**TASK DESCRIPTION**
From the entries below, return only the lines starting at the one that contains "M744,4H761L749,25L736,18Z" and ending at the one that contains "M692,289L712,304L705,314L684,300Z", exactly as they stand.

**EXERCISE DATA**

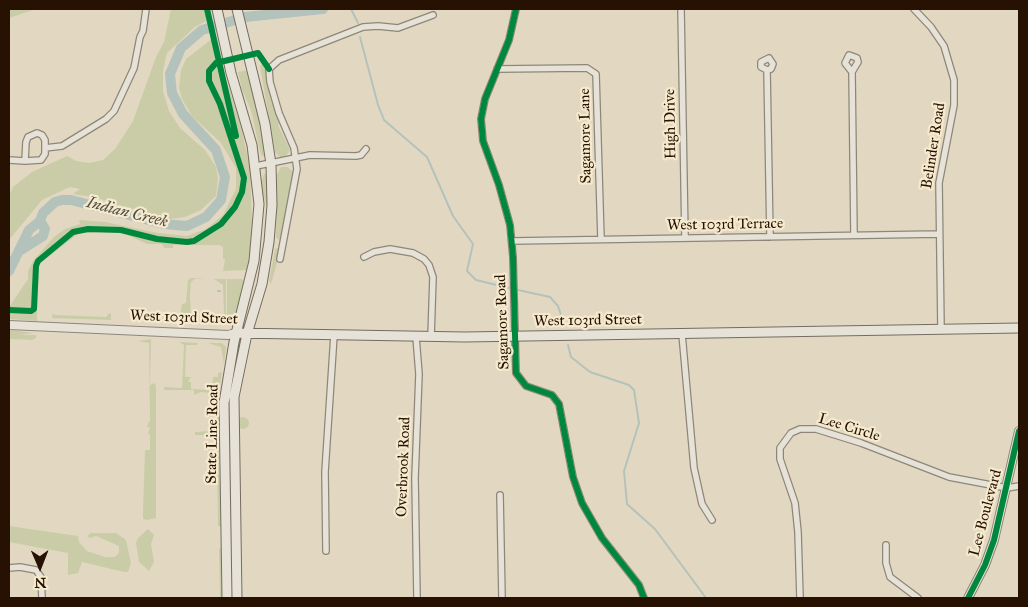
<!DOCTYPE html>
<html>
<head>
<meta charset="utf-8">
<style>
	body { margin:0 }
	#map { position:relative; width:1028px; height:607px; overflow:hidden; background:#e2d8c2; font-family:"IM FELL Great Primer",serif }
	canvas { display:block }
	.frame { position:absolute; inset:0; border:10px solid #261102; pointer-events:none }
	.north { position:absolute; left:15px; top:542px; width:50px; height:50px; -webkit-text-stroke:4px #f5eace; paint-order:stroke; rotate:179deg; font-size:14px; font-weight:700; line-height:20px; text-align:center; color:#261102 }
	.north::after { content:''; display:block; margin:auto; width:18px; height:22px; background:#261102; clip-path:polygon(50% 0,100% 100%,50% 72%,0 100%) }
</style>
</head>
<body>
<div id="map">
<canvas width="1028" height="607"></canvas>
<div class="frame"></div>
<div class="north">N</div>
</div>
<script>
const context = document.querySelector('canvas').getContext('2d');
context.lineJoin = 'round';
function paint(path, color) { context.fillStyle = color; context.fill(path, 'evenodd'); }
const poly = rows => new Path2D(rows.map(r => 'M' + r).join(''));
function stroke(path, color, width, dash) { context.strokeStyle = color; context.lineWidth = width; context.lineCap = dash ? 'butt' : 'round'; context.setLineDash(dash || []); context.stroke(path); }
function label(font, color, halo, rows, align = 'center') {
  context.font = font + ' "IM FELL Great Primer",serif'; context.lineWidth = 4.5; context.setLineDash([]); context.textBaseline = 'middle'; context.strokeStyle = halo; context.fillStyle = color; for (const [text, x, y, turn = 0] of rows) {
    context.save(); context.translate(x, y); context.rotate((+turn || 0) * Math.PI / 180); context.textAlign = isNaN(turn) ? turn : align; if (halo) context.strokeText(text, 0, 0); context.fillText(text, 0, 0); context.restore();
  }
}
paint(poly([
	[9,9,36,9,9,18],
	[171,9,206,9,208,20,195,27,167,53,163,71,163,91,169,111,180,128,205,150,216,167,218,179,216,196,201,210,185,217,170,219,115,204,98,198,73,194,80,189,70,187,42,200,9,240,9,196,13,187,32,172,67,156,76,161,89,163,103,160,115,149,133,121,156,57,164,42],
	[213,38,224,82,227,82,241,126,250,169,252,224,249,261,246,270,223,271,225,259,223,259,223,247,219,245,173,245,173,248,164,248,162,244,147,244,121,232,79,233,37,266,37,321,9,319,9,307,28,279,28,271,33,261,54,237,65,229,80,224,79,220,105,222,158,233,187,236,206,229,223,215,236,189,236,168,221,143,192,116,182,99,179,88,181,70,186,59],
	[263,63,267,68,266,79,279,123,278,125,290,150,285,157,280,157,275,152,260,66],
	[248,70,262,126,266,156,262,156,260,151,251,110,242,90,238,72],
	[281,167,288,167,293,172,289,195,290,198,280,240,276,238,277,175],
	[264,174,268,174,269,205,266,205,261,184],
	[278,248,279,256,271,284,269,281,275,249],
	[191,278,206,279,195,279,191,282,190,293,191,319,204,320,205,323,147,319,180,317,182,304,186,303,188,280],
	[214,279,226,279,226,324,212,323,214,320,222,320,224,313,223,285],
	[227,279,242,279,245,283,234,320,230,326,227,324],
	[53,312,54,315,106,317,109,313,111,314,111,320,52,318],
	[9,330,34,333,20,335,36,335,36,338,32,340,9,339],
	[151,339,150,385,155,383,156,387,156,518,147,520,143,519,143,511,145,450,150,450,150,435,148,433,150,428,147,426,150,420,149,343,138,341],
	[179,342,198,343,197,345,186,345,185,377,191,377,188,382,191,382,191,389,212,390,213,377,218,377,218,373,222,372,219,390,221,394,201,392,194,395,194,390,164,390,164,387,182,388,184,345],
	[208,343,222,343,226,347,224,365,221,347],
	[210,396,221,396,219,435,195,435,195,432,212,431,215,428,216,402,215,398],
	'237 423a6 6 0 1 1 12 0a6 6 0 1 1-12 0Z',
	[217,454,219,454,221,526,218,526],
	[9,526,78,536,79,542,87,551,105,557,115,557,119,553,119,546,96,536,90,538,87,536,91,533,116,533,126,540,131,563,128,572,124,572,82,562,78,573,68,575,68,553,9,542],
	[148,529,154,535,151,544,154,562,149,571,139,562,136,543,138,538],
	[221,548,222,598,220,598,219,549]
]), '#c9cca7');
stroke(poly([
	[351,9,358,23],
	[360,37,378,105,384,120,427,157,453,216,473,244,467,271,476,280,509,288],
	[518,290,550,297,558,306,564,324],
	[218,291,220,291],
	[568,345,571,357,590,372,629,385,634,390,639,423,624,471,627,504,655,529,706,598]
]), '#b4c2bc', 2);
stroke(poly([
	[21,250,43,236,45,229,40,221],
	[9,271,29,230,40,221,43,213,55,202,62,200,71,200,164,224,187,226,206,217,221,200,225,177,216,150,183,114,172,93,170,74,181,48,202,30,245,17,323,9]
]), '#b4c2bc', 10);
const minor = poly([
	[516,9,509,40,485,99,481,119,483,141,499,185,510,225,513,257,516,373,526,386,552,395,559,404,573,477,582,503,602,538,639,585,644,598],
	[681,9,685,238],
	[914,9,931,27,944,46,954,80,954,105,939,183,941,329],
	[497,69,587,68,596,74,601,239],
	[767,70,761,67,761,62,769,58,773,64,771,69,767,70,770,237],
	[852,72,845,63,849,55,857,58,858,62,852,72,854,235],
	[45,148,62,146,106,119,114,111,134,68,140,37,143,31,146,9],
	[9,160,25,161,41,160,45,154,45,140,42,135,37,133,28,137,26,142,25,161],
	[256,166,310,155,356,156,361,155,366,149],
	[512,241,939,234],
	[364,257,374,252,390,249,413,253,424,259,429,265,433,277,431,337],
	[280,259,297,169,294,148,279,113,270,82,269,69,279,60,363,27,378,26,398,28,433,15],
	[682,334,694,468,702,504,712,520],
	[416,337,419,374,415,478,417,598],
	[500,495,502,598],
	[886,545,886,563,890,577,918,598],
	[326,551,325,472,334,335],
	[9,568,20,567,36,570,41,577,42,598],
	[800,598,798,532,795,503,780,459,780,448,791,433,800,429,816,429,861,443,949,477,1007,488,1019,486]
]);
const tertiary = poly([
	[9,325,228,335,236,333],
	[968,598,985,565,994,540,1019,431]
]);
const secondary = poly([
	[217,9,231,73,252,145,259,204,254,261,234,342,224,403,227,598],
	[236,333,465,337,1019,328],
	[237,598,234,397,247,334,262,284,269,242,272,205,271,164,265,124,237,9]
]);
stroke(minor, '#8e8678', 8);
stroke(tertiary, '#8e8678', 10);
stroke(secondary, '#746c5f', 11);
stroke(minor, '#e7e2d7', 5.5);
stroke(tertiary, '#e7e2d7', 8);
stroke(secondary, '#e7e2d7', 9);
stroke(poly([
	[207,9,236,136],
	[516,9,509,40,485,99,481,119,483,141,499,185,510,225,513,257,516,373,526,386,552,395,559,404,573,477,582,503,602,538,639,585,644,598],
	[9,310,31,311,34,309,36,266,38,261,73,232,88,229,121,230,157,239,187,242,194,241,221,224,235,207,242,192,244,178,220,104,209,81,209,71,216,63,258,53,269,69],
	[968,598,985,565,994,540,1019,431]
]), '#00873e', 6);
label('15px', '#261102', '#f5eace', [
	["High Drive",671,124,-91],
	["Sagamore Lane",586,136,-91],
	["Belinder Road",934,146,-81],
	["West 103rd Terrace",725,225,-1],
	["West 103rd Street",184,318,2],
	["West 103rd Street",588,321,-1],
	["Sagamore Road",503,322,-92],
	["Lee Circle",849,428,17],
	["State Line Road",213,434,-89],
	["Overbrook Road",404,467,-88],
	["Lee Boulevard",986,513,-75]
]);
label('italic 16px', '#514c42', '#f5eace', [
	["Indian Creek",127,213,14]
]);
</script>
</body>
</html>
==
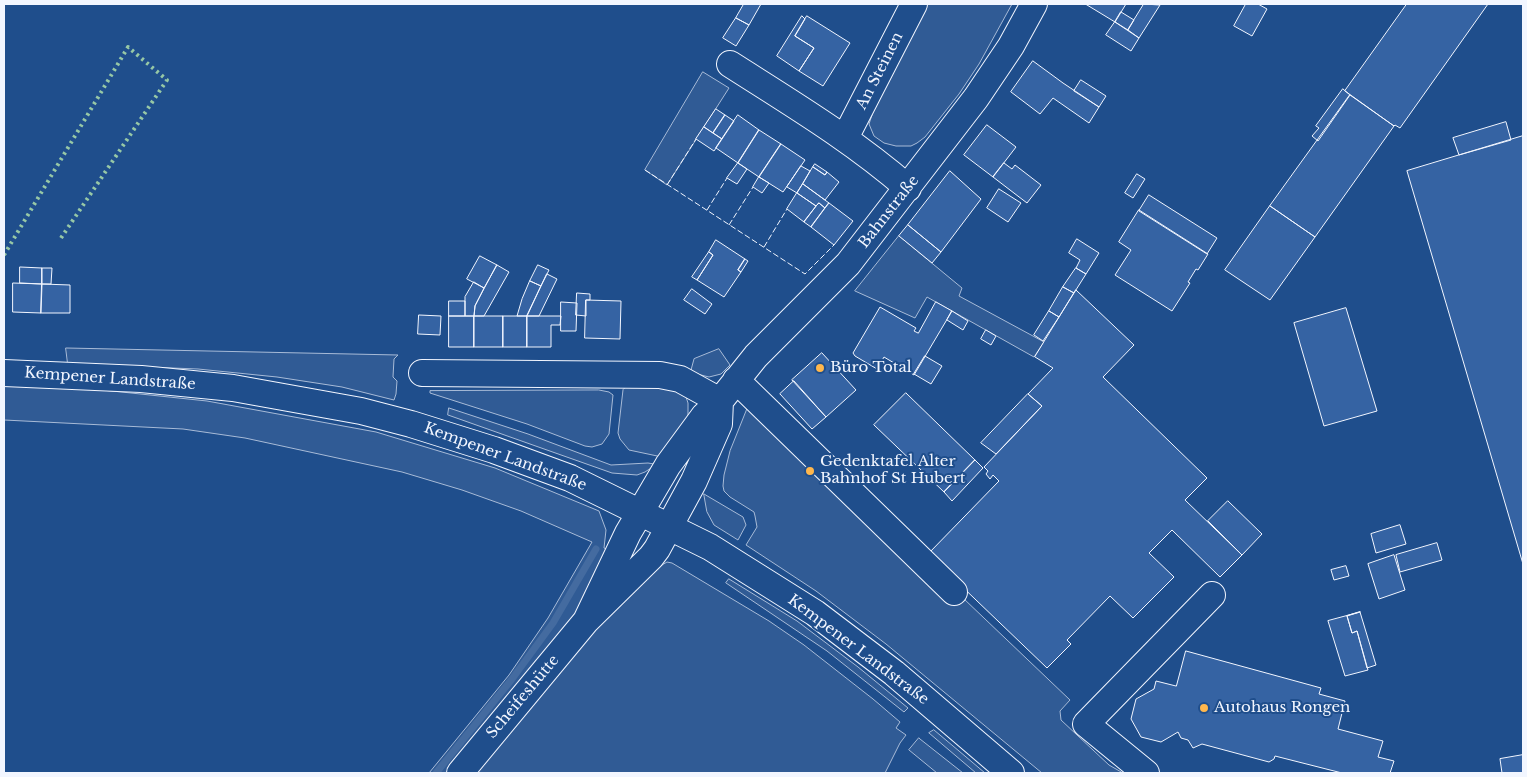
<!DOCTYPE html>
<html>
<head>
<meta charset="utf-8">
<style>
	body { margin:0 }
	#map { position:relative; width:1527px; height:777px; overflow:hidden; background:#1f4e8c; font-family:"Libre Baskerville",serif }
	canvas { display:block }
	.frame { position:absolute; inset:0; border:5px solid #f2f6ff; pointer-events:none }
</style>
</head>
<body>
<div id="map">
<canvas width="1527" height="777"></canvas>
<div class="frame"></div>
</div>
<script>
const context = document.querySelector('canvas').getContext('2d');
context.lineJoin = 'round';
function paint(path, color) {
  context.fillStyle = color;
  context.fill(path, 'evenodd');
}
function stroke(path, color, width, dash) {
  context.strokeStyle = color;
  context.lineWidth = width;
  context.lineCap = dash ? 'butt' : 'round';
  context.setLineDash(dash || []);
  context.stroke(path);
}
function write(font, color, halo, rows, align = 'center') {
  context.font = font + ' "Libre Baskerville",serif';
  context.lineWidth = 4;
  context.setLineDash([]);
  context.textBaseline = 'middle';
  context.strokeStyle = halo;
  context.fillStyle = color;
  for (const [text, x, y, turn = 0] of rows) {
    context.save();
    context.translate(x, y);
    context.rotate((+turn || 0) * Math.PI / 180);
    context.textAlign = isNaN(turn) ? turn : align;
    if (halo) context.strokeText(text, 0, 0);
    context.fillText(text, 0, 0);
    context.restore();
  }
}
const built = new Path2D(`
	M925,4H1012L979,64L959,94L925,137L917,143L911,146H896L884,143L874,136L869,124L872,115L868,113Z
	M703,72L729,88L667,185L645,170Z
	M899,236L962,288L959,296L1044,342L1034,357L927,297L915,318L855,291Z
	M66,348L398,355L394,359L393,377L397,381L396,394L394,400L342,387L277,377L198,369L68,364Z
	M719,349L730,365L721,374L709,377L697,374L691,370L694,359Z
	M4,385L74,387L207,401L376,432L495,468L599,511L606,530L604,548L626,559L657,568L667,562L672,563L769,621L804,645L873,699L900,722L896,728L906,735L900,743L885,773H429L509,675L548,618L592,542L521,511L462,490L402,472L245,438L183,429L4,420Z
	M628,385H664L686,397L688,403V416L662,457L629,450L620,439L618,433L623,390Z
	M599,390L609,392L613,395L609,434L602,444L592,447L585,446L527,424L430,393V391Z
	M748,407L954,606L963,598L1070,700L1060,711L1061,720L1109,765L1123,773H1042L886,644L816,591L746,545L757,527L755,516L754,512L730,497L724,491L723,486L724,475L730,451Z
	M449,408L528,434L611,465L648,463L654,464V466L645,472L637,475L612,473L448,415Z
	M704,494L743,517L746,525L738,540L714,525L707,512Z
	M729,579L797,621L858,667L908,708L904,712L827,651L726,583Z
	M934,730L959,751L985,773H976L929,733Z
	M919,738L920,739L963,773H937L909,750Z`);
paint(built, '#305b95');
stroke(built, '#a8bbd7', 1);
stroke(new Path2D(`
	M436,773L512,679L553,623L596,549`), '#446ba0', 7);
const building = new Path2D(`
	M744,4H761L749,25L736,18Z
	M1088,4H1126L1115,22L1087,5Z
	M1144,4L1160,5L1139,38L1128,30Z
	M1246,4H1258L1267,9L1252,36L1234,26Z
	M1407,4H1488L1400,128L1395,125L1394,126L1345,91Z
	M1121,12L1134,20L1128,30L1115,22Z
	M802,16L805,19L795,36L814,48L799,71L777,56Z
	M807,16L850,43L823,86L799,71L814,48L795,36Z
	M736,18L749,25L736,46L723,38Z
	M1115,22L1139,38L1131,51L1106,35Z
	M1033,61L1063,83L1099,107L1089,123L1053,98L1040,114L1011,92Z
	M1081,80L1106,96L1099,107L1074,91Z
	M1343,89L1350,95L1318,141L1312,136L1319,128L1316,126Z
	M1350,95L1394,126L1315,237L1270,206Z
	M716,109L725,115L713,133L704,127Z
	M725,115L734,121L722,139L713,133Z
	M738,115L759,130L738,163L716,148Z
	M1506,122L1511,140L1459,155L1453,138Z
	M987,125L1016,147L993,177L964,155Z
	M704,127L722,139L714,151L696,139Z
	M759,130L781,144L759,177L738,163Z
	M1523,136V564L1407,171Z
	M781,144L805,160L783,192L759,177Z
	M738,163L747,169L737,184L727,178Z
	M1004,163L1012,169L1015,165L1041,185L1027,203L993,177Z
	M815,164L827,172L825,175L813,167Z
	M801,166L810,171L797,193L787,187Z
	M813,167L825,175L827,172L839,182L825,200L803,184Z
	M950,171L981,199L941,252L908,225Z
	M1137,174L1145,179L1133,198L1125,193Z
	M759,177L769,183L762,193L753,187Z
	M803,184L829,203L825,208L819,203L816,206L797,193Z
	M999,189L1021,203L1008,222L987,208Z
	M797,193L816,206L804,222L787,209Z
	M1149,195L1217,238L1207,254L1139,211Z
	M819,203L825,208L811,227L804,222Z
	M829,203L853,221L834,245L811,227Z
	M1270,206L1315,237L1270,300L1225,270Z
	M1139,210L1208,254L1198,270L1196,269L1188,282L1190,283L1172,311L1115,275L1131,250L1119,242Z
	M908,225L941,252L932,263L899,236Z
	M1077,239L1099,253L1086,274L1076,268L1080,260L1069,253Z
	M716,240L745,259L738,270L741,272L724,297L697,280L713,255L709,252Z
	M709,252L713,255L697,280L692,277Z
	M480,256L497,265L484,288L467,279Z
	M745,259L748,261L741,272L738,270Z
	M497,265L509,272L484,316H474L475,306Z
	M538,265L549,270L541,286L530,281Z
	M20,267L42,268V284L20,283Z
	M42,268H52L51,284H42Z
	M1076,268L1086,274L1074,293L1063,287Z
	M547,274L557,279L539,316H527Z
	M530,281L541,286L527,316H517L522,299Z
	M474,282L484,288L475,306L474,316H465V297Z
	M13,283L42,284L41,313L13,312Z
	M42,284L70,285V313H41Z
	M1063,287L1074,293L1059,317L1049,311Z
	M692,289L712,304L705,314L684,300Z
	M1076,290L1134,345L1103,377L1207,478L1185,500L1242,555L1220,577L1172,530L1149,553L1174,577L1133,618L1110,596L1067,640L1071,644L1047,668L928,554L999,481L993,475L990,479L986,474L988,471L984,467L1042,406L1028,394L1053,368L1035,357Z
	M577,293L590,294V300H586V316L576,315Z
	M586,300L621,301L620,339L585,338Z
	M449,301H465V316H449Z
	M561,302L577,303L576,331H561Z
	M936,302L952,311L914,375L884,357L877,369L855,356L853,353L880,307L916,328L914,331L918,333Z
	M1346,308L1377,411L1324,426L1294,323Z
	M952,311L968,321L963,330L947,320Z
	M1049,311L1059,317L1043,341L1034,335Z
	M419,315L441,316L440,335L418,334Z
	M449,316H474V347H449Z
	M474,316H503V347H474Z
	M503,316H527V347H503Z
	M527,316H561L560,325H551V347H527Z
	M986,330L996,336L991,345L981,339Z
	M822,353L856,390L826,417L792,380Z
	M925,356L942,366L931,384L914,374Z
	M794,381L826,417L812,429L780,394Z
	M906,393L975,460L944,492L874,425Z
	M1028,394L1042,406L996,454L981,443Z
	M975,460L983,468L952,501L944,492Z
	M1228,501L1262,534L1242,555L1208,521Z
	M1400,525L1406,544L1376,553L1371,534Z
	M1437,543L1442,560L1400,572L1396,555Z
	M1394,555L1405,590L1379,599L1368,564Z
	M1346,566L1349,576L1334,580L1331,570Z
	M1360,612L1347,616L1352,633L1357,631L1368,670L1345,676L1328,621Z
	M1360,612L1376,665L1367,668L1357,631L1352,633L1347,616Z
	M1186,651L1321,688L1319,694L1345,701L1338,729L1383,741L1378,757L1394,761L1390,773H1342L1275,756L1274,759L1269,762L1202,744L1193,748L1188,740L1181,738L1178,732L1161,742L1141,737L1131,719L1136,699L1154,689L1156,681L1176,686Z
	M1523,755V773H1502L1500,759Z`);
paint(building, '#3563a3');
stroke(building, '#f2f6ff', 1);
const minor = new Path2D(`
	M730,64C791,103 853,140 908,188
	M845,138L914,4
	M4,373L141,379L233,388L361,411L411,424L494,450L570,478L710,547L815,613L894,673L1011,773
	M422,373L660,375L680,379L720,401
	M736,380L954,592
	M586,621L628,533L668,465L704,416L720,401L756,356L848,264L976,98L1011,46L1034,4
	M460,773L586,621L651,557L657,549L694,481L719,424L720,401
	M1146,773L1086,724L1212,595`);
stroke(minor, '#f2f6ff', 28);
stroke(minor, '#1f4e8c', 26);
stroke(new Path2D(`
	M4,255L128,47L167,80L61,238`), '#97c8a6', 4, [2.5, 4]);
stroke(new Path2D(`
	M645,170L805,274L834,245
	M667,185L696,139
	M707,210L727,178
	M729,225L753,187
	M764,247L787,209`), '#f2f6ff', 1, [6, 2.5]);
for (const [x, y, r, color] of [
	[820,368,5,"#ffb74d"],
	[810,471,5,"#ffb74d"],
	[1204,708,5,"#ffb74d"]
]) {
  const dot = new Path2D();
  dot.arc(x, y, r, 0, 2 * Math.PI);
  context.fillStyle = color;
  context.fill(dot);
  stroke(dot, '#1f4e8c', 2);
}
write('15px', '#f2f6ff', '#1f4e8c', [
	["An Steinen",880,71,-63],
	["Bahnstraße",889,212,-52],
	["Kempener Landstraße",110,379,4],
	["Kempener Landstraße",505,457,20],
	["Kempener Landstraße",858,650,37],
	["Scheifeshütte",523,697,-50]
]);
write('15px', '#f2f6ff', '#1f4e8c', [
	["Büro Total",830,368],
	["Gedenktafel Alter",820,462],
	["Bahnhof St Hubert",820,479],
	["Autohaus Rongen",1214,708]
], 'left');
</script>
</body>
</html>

**TASK SOLUTION**
	M744,4H761L749,25L736,18Z
	M1088,4H1126L1115,22L1087,5Z
	M1144,4L1160,5L1139,38L1128,30Z
	M1246,4H1258L1267,9L1252,36L1234,26Z
	M1407,4H1488L1400,128L1395,125L1394,126L1345,91Z
	M1121,12L1134,20L1128,30L1115,22Z
	M802,16L805,19L795,36L814,48L799,71L777,56Z
	M807,16L850,43L823,86L799,71L814,48L795,36Z
	M736,18L749,25L736,46L723,38Z
	M1115,22L1139,38L1131,51L1106,35Z
	M1033,61L1063,83L1099,107L1089,123L1053,98L1040,114L1011,92Z
	M1081,80L1106,96L1099,107L1074,91Z
	M1343,89L1350,95L1318,141L1312,136L1319,128L1316,126Z
	M1350,95L1394,126L1315,237L1270,206Z
	M716,109L725,115L713,133L704,127Z
	M725,115L734,121L722,139L713,133Z
	M738,115L759,130L738,163L716,148Z
	M1506,122L1511,140L1459,155L1453,138Z
	M987,125L1016,147L993,177L964,155Z
	M704,127L722,139L714,151L696,139Z
	M759,130L781,144L759,177L738,163Z
	M1523,136V564L1407,171Z
	M781,144L805,160L783,192L759,177Z
	M738,163L747,169L737,184L727,178Z
	M1004,163L1012,169L1015,165L1041,185L1027,203L993,177Z
	M815,164L827,172L825,175L813,167Z
	M801,166L810,171L797,193L787,187Z
	M813,167L825,175L827,172L839,182L825,200L803,184Z
	M950,171L981,199L941,252L908,225Z
	M1137,174L1145,179L1133,198L1125,193Z
	M759,177L769,183L762,193L753,187Z
	M803,184L829,203L825,208L819,203L816,206L797,193Z
	M999,189L1021,203L1008,222L987,208Z
	M797,193L816,206L804,222L787,209Z
	M1149,195L1217,238L1207,254L1139,211Z
	M819,203L825,208L811,227L804,222Z
	M829,203L853,221L834,245L811,227Z
	M1270,206L1315,237L1270,300L1225,270Z
	M1139,210L1208,254L1198,270L1196,269L1188,282L1190,283L1172,311L1115,275L1131,250L1119,242Z
	M908,225L941,252L932,263L899,236Z
	M1077,239L1099,253L1086,274L1076,268L1080,260L1069,253Z
	M716,240L745,259L738,270L741,272L724,297L697,280L713,255L709,252Z
	M709,252L713,255L697,280L692,277Z
	M480,256L497,265L484,288L467,279Z
	M745,259L748,261L741,272L738,270Z
	M497,265L509,272L484,316H474L475,306Z
	M538,265L549,270L541,286L530,281Z
	M20,267L42,268V284L20,283Z
	M42,268H52L51,284H42Z
	M1076,268L1086,274L1074,293L1063,287Z
	M547,274L557,279L539,316H527Z
	M530,281L541,286L527,316H517L522,299Z
	M474,282L484,288L475,306L474,316H465V297Z
	M13,283L42,284L41,313L13,312Z
	M42,284L70,285V313H41Z
	M1063,287L1074,293L1059,317L1049,311Z
	M692,289L712,304L705,314L684,300Z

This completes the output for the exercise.